EXERCISE AIM: Go through the records and copy each line where the string "labels" occurs.
*** Opening INPUT FOR THIS TASK ***
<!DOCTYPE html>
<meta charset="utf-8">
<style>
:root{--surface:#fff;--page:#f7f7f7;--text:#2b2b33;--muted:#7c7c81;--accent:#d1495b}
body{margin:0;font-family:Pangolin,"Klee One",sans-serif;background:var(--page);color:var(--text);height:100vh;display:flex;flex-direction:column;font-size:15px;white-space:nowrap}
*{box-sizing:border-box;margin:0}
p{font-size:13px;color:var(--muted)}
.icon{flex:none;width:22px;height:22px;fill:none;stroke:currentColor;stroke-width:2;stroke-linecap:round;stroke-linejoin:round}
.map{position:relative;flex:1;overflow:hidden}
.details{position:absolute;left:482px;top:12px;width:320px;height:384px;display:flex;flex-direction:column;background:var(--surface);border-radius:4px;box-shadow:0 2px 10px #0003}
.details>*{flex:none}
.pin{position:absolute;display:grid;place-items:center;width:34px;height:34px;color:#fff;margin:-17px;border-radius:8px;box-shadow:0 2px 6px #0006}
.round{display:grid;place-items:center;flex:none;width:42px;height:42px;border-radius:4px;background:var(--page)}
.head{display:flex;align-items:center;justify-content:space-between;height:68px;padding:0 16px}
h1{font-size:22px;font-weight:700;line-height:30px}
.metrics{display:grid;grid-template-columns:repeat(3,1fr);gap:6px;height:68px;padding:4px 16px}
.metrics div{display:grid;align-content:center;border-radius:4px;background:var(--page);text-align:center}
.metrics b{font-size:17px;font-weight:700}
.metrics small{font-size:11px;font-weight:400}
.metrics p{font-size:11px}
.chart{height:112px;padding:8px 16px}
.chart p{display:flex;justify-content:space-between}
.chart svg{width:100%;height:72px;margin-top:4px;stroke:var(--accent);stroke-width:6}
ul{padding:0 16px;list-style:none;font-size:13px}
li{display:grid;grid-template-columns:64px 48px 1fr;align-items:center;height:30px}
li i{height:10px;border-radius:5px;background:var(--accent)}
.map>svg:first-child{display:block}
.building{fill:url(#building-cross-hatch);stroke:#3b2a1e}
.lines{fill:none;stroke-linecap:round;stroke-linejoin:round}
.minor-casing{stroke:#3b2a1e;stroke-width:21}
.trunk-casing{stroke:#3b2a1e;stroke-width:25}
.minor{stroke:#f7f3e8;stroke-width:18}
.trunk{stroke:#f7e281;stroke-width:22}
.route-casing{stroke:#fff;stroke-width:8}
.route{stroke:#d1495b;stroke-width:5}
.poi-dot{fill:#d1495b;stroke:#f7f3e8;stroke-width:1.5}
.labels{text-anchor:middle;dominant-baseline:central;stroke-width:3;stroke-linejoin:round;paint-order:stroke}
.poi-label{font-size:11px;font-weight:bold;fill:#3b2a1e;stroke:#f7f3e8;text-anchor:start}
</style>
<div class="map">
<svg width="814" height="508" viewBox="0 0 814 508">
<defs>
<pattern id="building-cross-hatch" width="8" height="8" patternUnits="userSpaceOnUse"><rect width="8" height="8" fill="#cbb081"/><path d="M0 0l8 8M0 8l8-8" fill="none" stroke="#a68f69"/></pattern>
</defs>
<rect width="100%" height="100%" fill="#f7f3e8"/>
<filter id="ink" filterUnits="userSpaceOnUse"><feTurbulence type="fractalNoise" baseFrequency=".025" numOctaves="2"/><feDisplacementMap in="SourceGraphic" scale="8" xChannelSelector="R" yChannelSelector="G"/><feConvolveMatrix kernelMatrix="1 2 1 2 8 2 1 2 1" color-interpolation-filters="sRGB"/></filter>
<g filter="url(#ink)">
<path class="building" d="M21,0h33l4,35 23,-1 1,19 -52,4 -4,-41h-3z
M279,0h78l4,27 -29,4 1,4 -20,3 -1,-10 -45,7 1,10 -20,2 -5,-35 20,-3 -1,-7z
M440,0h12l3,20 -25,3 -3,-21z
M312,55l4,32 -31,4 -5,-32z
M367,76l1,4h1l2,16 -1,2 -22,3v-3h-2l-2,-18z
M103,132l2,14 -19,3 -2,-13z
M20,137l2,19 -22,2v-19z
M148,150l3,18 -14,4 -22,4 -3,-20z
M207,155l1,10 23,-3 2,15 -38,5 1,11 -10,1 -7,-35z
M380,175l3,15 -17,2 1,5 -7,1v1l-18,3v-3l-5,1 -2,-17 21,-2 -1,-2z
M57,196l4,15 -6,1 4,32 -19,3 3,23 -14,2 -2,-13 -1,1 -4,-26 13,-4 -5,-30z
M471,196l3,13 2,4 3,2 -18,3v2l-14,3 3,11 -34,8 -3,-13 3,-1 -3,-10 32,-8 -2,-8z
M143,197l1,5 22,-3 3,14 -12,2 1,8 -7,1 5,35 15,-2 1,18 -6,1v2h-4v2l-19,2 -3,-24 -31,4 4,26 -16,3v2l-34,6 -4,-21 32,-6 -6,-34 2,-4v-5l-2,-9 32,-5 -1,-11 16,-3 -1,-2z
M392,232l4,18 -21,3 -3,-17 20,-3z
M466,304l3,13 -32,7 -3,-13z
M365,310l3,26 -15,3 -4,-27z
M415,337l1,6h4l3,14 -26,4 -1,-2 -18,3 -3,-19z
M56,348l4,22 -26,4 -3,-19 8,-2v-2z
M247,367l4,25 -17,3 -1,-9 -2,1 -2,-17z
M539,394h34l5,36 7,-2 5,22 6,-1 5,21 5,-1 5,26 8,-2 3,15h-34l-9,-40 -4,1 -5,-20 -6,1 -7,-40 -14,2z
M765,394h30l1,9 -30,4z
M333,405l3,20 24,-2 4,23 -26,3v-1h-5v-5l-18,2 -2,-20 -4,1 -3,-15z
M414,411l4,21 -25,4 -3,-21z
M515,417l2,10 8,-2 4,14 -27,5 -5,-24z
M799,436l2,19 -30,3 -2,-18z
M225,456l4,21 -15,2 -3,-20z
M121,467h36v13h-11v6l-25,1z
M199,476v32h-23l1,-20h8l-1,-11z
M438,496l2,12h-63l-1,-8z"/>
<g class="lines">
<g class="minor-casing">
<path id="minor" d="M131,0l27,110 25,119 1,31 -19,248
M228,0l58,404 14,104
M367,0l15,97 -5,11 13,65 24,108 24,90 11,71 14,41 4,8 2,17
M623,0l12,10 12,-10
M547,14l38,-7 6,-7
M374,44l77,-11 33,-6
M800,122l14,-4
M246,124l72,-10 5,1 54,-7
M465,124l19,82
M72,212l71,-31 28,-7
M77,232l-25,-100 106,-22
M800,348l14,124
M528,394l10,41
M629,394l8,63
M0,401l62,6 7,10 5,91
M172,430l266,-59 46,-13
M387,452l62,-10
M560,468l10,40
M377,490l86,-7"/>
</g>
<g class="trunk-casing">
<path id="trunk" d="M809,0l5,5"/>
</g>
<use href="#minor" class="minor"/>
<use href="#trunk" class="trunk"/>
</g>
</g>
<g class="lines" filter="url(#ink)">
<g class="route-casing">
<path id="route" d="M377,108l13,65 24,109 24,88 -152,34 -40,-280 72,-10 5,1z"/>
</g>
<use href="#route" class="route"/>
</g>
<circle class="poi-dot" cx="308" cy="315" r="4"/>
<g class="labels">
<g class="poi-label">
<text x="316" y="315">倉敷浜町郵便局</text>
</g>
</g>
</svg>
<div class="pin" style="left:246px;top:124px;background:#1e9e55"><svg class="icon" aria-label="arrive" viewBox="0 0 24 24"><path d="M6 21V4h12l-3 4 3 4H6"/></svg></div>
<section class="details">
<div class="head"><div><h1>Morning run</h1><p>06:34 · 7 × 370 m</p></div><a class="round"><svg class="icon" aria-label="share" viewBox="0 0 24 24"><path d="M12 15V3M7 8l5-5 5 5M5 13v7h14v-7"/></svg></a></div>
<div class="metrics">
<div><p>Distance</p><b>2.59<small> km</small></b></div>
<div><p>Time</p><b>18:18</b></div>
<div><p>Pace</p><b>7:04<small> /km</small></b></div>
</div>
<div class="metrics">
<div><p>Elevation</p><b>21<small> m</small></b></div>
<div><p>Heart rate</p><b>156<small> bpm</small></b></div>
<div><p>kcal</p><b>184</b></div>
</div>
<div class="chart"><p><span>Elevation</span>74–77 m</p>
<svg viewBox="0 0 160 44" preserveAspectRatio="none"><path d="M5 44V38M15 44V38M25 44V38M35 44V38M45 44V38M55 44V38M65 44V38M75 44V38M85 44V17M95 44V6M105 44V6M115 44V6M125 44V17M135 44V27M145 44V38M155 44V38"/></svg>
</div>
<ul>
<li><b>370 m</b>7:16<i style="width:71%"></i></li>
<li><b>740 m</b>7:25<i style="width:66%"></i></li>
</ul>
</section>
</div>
*** Closing INPUT FOR THIS TASK ***
*** Opening INPUT FOR THIS TASK ***
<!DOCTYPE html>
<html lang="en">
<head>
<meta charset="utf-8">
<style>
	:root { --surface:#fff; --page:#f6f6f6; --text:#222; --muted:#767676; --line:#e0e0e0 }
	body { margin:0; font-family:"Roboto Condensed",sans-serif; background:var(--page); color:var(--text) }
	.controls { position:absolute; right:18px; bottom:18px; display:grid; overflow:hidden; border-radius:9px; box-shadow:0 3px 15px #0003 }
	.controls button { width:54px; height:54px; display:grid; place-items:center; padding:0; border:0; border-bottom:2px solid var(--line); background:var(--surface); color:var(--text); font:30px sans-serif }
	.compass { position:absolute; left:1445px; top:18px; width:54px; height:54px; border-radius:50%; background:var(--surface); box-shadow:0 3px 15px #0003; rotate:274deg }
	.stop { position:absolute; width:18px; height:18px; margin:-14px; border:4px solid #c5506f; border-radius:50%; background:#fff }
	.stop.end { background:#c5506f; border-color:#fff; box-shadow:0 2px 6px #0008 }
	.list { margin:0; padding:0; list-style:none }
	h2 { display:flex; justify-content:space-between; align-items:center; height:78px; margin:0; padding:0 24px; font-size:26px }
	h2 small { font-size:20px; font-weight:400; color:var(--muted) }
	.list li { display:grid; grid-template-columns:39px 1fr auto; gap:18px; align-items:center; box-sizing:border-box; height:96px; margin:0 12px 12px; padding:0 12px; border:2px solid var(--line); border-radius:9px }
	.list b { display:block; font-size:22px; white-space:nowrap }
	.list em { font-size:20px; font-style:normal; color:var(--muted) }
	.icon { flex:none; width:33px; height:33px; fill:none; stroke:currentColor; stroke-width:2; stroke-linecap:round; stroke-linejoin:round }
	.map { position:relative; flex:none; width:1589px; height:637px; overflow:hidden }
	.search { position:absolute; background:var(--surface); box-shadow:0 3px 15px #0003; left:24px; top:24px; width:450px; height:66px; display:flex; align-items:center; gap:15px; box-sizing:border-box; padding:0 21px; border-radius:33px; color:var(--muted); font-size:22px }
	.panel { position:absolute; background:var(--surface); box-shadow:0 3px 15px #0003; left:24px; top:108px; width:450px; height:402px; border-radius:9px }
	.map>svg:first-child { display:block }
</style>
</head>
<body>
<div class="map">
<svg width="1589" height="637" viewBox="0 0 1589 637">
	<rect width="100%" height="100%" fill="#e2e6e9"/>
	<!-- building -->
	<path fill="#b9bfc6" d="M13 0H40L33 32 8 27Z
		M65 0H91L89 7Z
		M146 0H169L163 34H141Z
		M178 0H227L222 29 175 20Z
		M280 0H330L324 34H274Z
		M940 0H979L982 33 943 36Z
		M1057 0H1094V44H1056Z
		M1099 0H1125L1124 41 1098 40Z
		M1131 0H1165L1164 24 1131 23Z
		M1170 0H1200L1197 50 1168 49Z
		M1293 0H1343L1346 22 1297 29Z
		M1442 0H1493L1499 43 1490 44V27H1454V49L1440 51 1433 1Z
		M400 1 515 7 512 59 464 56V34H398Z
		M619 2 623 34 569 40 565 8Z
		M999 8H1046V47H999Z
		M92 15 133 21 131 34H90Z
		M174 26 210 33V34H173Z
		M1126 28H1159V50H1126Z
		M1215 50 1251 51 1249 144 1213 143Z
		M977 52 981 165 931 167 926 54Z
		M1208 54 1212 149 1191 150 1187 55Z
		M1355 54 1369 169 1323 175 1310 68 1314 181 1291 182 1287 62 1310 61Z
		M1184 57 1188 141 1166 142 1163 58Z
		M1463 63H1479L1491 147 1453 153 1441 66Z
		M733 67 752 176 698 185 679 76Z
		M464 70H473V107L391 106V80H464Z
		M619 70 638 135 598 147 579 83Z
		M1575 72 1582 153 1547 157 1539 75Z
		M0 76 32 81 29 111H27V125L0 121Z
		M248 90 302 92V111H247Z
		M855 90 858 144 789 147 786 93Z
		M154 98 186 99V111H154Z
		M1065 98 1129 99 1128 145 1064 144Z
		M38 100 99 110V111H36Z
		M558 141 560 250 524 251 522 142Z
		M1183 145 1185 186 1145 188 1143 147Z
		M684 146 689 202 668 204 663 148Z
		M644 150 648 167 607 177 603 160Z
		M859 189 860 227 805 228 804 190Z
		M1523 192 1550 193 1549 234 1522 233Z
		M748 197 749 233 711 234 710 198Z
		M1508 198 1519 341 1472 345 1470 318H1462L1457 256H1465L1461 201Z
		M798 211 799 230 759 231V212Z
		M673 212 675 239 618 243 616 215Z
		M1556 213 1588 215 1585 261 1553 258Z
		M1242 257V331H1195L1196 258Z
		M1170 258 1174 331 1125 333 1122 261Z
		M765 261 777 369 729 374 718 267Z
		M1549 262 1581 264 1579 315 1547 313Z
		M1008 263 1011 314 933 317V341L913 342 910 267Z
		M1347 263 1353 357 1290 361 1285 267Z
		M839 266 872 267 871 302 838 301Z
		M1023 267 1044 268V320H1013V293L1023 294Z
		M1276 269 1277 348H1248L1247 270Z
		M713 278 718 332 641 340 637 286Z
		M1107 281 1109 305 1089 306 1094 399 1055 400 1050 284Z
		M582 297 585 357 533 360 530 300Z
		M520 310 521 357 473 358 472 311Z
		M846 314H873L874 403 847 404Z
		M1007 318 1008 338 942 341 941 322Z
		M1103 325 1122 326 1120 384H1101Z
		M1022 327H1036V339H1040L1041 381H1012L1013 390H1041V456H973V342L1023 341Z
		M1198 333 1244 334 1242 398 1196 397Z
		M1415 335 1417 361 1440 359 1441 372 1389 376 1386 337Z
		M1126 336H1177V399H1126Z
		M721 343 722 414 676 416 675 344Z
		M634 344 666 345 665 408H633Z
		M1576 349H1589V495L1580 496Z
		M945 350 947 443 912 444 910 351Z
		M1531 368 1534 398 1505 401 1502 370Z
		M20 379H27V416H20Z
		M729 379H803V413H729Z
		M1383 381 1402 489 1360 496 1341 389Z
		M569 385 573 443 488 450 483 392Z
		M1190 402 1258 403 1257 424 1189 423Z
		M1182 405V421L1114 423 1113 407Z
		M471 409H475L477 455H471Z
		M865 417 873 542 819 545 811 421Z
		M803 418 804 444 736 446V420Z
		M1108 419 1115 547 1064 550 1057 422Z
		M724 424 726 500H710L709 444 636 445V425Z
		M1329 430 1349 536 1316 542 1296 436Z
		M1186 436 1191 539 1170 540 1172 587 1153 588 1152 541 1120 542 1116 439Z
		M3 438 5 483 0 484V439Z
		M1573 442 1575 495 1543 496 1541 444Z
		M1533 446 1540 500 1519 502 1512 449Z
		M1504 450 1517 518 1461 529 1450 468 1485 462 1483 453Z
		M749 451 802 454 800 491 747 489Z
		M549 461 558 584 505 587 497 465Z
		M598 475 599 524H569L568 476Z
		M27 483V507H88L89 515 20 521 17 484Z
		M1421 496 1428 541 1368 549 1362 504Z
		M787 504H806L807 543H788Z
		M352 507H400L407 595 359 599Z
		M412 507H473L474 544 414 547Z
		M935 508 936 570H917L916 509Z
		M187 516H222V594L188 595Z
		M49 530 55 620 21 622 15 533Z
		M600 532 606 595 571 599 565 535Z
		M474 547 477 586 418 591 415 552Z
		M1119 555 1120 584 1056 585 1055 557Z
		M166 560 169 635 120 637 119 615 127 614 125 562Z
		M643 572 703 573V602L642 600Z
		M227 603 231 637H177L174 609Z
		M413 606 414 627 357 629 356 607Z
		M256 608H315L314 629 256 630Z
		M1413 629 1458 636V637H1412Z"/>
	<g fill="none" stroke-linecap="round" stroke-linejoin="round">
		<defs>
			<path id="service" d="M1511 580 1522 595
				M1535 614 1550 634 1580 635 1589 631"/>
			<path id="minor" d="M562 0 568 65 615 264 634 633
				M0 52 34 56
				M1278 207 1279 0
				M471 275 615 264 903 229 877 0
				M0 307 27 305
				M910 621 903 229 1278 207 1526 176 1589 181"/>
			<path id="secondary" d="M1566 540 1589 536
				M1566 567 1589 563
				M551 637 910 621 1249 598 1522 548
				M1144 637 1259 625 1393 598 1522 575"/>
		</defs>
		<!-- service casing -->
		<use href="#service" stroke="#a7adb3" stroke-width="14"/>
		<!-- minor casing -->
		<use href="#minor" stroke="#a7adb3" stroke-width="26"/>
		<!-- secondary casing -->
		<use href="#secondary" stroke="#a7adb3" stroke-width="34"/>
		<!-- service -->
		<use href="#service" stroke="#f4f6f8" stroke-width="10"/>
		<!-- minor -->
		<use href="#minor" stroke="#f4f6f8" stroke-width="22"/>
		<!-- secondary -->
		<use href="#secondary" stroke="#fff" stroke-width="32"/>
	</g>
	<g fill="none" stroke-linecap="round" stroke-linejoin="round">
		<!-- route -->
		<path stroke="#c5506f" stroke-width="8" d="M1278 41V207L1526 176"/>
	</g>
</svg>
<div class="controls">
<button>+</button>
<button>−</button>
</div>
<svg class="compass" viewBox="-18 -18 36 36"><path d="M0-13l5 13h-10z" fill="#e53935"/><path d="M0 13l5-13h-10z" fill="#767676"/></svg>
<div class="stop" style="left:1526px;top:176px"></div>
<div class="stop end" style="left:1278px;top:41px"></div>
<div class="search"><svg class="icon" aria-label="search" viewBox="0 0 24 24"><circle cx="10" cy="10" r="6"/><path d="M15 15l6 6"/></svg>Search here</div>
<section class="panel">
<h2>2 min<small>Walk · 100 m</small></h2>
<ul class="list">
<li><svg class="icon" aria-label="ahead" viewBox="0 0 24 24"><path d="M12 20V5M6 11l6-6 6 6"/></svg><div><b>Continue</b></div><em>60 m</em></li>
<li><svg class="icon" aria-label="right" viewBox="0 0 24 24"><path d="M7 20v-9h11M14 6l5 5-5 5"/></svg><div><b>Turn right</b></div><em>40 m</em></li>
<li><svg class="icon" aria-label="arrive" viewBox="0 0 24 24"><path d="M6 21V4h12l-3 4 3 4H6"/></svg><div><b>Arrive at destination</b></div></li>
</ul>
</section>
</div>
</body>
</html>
*** Closing INPUT FOR THIS TASK ***
ANSWER AREA:
.labels{text-anchor:middle;dominant-baseline:central;stroke-width:3;stroke-linejoin:round;paint-order:stroke}
<g class="labels">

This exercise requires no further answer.